*Information provided*:
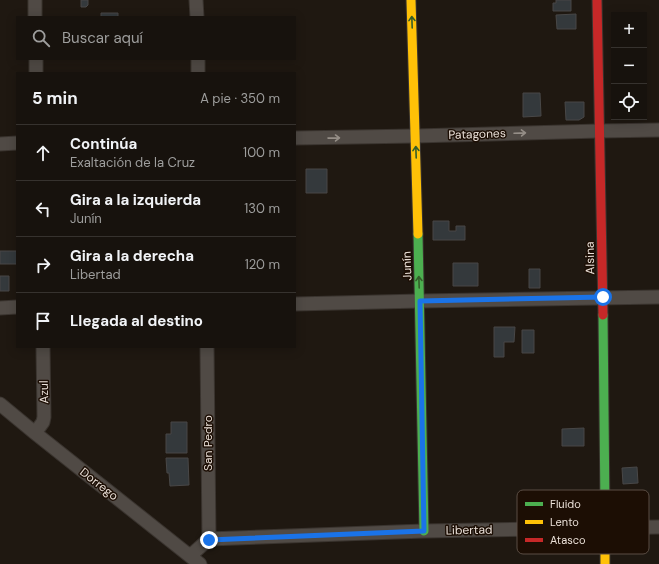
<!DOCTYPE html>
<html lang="es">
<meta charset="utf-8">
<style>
:root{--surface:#17120d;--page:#24201b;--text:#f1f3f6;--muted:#9e9e9d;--line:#36322e}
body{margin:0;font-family:"DM Sans",sans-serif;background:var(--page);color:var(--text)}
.controls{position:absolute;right:12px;top:12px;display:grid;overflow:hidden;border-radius:0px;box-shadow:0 2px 10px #0003}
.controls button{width:36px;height:36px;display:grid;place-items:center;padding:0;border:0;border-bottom:1px solid var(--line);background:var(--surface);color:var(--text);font:20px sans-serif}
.stop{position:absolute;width:12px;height:12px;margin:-9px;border:3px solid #1a73e8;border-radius:50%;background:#fff}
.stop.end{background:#1a73e8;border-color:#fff;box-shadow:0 1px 4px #0008}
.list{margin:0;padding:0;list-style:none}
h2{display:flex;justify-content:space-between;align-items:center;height:52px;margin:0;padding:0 16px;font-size:17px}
h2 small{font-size:13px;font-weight:400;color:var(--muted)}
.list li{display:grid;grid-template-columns:26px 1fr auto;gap:12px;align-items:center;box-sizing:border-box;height:56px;padding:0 16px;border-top:1px solid var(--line)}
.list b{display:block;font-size:15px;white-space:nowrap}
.list p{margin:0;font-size:13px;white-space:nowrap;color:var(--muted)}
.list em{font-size:13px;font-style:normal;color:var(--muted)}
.icon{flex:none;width:22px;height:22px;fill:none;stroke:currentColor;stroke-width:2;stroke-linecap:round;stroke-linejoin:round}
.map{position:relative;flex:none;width:659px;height:564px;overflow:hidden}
.search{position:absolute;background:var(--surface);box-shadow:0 2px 10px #0003;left:16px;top:16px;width:280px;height:44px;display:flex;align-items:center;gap:10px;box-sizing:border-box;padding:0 14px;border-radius:0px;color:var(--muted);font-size:15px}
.panel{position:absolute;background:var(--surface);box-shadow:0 2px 10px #0003;left:16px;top:72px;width:280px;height:276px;border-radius:0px}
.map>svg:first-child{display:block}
.building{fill:#34393c;stroke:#484747}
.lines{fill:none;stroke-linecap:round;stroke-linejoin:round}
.street-casing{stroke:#3a342f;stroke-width:15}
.fast-casing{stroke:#3a342f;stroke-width:11}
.slow-casing{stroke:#3a342f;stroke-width:11}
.jam-casing{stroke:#3a342f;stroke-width:11}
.street{stroke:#504a45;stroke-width:13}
.fast{stroke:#4caf50;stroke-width:9}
.slow{stroke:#ffc107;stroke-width:9}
.jam{stroke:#c62828;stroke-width:9}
.oneway{stroke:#345e2a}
.oneway2{stroke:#958e87}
.route{stroke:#1a73e8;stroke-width:5}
.labels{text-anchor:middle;stroke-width:3;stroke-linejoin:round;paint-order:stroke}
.street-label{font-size:12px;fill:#eae0d8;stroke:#1c0e04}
.key{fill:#1c0e04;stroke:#5a4d44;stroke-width:1}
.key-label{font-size:11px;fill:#eae0d8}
</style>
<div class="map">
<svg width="659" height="564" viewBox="0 0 659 564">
<rect width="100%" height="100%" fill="#1f1811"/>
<path class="building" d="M81,0H88V5L86,7H81Z
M556,0H571V11H553V3H556Z
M101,13H118V17H101Z
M576,14V29H557L556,15Z
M523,93H540L541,116L523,117Z
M565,102H584V117L579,120H566Z
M306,169H327V193H306Z
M433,221H449V231H456V226H465V240H433Z
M0,251H17V264H0Z
M453,263H478V286H453Z
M529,269H540V288H529Z
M0,276H9V291H0Z
M494,327H515L514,342H504V357H494Z
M522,330H534V353H522Z
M171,422H187V453H166V434H171Z
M584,428V446H562V429Z
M166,458H188L189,485L170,486L169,473H167Z
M637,467L638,483L623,484L622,468Z"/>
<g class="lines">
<g class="street-casing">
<path id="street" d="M35,0V17
M196,0L197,17
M36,59V73
M198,59V73
M295,138L415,136L599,131L659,130
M0,144L17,143
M295,304L420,301L659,297
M0,308L17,307
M207,347L209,539
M0,404L35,433L200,564
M35,433L43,422L44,417L43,347
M190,556L209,539L424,531L659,527"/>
</g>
<g class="fast-casing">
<path id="fast" d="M418,234L424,531
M603,315L605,509"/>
</g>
<g class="slow-casing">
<path id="slow" d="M411,0L418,234
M605,509V564"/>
</g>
<g class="jam-casing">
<path id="jam" d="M597,0L603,315"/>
</g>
<use href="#street" class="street"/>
<use href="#fast" class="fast"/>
<use href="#slow" class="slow"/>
<use href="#jam" class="jam"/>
</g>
<defs><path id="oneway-shaft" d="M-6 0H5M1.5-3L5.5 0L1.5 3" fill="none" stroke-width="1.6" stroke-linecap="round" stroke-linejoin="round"/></defs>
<g class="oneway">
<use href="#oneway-shaft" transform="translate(412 22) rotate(-92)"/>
<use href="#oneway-shaft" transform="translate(416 152) rotate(-92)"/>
<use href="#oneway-shaft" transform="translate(419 282) rotate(-92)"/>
</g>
<g class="oneway2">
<use href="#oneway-shaft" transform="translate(520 133) rotate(-2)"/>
<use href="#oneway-shaft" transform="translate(334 138) rotate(-1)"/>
</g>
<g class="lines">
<path class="route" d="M209,540L424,531L420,301L603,297"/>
</g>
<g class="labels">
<g class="street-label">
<text transform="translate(477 134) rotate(-2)" y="4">Patagones</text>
<text transform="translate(590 258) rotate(-91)" y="4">Alsina</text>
<text transform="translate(407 266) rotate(-92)" y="4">Junín</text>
<text transform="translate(44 392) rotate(-91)" y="4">Azul</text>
<text transform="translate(208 443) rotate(-90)" y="4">San Pedro</text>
<text transform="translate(99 484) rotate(38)" y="4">Dorrego</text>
<text transform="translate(469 530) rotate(-1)" y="4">Libertad</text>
</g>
</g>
<rect x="517" y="490" width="132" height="64" rx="6" class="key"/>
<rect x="525" y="502" width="18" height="4" fill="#4caf50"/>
<rect x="525" y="520" width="18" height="4" fill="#ffc107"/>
<rect x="525" y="538" width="18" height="4" fill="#c62828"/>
<g class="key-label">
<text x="550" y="508">Fluido</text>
<text x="550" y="526">Lento</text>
<text x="550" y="544">Atasco</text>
</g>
</svg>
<div class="controls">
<button>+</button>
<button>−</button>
<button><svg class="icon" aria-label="locate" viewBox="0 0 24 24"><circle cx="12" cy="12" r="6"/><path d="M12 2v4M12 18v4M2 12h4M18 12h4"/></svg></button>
</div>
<div class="stop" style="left:603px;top:297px"></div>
<div class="stop end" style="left:209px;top:540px"></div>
<div class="search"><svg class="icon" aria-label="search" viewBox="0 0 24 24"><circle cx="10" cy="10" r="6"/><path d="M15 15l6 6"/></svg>Buscar aquí</div>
<section class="panel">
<h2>5 min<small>A pie · 350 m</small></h2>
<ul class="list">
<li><svg class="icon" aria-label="ahead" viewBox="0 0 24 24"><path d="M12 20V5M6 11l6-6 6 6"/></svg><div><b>Continúa</b><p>Exaltación de la Cruz</p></div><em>100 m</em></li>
<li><svg class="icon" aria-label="left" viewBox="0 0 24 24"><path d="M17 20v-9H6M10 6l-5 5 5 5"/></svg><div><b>Gira a la izquierda</b><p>Junín</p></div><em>130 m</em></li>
<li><svg class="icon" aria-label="right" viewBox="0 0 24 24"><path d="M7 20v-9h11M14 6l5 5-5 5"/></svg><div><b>Gira a la derecha</b><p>Libertad</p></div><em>120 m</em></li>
<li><svg class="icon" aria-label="arrive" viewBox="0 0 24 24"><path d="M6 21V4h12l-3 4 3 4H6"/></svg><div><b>Llegada al destino</b></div></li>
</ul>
</section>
</div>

*To do*: Count of lines with the string "sans" in the material above: give that number only.

*Task solution*: 2